The problem:
Going line by line through the records below, count those with the word "Drive" and give only the count.

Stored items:

== Segment start ==

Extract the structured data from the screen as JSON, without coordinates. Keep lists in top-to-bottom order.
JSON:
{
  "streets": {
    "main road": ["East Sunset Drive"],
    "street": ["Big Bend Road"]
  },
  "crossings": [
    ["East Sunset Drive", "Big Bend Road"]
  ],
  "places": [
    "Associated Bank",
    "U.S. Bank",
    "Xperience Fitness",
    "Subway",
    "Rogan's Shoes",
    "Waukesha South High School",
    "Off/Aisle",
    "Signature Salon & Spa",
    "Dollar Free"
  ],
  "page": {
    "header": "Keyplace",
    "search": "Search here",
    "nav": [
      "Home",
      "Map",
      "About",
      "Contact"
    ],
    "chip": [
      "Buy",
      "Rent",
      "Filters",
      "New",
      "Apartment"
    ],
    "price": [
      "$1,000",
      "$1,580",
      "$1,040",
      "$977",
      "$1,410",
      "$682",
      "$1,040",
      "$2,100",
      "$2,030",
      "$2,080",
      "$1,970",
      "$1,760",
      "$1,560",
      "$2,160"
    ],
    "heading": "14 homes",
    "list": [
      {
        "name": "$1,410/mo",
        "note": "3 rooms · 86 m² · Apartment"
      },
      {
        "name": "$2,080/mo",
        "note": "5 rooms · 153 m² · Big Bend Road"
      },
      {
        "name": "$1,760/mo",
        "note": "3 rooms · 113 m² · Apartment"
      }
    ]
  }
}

== Segment end ==

Written solution:
2